Pres. Jack lauds efforts to know 'joy of literacy'

Women in the Lansing Michigan Region of the Church are finding that one person can make a difference through the Gospel Literacy Effort.

Relief Society sisters spent a month working on a "Joy of Literacy" project that culminated with the recent visit by Elaine L. Jack, Relief Society general president, and Kate L. Kirkham, Relief Society general board member. Pres. Jack and Sister Kirkham were in Lansing for leadership training and to meet with local Relief Society sisters.About 400 women from the Lansing, Midland, Kalamazoo and Grand Rapids stakes participated in the literacy project. Each sister was challenged to plan and accomplish something in gospel literacy and learning in one of three areas: for self, for family or for community.

Relief Society leaders recorded the results on index cards that were then hung on colorful ribbons and displayed in the cultural hall of the Lansing stake center during the regional training meeting. At the end of the meeting, the cards were put in a hand-quilted pouch and presented to Pres. Jack and Sister Kirkham to take home as a record of the "Joy of Literacy" work.

"I think these women have caught the vision that one person can make a difference," Pres. Jack told the Church News, "even if it only changes their personal outlook that reflects in the family. Home is the place of basic learning, and what a woman does there really makes a difference."

Jean Van Kammen, Grand Rapids Michigan Stake education counselor, coordinated the project, which was spearheaded by the Grand Rapids Relief Society stake presidency.

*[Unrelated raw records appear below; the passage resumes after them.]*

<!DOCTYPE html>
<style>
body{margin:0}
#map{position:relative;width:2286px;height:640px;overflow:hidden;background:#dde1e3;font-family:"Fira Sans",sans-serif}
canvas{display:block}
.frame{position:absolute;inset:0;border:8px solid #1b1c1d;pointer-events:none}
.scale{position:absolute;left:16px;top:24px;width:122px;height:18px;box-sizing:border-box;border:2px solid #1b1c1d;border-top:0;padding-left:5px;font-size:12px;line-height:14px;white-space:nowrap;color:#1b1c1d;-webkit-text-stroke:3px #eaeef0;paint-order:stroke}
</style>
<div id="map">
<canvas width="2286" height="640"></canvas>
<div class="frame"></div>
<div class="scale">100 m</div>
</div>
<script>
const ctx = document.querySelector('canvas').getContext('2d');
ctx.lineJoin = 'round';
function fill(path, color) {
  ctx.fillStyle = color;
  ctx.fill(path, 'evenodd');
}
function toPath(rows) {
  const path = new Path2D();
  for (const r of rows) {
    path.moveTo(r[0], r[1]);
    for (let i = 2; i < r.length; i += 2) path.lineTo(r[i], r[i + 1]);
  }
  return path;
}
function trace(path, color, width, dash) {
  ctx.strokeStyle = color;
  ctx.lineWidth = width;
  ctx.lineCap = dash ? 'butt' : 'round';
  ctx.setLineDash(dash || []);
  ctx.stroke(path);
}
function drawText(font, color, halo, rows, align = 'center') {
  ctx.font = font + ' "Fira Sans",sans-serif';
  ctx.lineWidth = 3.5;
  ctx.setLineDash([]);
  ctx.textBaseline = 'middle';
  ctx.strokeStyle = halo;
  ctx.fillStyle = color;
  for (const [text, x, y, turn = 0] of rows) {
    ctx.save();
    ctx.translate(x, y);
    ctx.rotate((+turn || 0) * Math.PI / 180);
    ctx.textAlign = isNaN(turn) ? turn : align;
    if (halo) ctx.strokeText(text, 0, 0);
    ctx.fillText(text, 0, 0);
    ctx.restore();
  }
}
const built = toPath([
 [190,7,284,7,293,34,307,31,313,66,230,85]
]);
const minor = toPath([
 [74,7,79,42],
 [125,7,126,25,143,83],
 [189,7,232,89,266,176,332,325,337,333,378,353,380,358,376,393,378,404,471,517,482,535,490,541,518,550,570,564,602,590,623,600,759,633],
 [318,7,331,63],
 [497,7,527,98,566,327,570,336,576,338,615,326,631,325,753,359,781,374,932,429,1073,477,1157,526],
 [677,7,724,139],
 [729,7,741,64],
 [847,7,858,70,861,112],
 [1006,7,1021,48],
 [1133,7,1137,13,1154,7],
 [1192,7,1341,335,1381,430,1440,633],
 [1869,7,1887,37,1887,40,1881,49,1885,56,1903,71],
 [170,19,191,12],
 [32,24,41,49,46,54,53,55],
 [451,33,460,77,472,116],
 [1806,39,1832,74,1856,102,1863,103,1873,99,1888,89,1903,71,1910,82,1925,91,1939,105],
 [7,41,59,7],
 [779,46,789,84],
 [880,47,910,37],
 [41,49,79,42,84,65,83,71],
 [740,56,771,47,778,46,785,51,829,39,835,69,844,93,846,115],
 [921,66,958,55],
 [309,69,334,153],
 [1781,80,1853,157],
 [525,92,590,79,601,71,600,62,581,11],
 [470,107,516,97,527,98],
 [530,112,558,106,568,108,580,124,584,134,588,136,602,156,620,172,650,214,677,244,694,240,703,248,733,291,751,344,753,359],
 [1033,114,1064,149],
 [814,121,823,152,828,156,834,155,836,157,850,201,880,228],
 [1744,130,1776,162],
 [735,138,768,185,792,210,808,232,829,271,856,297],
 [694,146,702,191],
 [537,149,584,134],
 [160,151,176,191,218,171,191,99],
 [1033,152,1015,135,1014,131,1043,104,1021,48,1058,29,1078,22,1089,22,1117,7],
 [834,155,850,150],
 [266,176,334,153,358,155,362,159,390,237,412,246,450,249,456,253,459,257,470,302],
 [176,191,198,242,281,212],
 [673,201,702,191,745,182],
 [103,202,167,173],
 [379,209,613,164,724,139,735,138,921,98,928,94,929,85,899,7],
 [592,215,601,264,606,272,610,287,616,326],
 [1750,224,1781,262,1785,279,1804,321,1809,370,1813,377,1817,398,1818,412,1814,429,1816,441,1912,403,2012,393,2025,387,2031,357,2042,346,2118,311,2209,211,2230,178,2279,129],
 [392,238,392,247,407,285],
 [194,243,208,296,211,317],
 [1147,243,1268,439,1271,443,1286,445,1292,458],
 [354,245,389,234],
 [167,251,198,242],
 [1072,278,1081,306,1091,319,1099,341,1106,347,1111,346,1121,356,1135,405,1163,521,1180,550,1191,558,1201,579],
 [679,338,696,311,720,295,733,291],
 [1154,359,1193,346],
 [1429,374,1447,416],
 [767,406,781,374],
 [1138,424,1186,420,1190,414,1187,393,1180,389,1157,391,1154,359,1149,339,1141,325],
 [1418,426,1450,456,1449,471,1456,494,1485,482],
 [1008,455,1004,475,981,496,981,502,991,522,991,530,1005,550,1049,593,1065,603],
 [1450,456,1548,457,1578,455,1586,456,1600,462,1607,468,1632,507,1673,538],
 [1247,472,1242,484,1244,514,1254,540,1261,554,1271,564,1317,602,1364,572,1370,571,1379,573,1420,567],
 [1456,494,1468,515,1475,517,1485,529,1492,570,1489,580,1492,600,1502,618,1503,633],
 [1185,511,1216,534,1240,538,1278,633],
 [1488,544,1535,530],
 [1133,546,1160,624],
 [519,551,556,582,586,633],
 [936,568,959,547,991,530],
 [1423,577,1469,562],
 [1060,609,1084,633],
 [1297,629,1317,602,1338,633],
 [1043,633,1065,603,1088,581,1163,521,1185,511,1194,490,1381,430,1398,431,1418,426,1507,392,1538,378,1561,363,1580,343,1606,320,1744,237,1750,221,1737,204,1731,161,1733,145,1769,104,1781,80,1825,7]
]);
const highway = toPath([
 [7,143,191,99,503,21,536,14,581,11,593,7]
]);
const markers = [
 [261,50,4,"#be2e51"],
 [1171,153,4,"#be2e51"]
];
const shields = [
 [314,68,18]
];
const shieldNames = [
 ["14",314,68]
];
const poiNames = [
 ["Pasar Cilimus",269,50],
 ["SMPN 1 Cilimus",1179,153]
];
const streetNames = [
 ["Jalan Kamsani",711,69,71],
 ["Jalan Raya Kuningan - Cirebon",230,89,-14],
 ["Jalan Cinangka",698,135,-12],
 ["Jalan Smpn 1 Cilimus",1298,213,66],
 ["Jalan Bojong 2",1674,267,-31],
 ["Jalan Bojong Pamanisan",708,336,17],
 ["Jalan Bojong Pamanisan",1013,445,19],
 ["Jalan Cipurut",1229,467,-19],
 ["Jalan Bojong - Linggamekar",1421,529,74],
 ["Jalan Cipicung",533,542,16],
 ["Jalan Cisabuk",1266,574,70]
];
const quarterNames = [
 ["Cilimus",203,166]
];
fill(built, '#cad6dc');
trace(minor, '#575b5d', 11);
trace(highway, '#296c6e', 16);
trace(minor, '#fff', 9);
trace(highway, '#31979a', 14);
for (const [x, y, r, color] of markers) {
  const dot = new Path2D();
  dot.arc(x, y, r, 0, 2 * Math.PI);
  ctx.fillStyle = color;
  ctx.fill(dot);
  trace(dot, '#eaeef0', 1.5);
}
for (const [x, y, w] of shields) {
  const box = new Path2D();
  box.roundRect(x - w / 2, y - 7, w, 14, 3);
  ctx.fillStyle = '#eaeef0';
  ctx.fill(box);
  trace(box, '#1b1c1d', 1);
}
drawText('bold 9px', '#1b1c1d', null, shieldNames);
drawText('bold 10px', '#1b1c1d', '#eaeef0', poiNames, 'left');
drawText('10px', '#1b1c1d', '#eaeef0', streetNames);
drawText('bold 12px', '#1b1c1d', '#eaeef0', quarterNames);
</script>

"We decided on the `Joy of Literacy' work because we wanted the women to participate in something that was fun as well as educational," Sister Van Kammen said. "We also wanted the general presidency and board to see what sisters in our stakes are doing for literacy and the good it is doing for them, their families and their communities."

Literacy efforts ranged from reading the scriptures together as a family to helping with story time at a local library. In her project, one woman read and taped several issues of the Ensign for an elderly sister. One sister helped local school children prepare for a community spelling bee, and another organized a panel to discuss a ballot issue dealing with school funding.

"A lot of sisters have gone out into the community and have really felt good about what they have done," Sister Van Kammen remarked. "Many are reading scriptures as a family and say it has brought them closer together. I think reading is the biggest necessity of life as far as education and gospel learning are concerned."

The Gospel Literacy Effort is an ongoing part of the Relief Society sesquicentennial - celebrated in 1992 - and should be "as much a part of Relief Society as homemaking and visiting teaching," Pres. Jack commented during the leadership meeting. "This Gospel Literacy Effort will make a significant difference in the lives of members."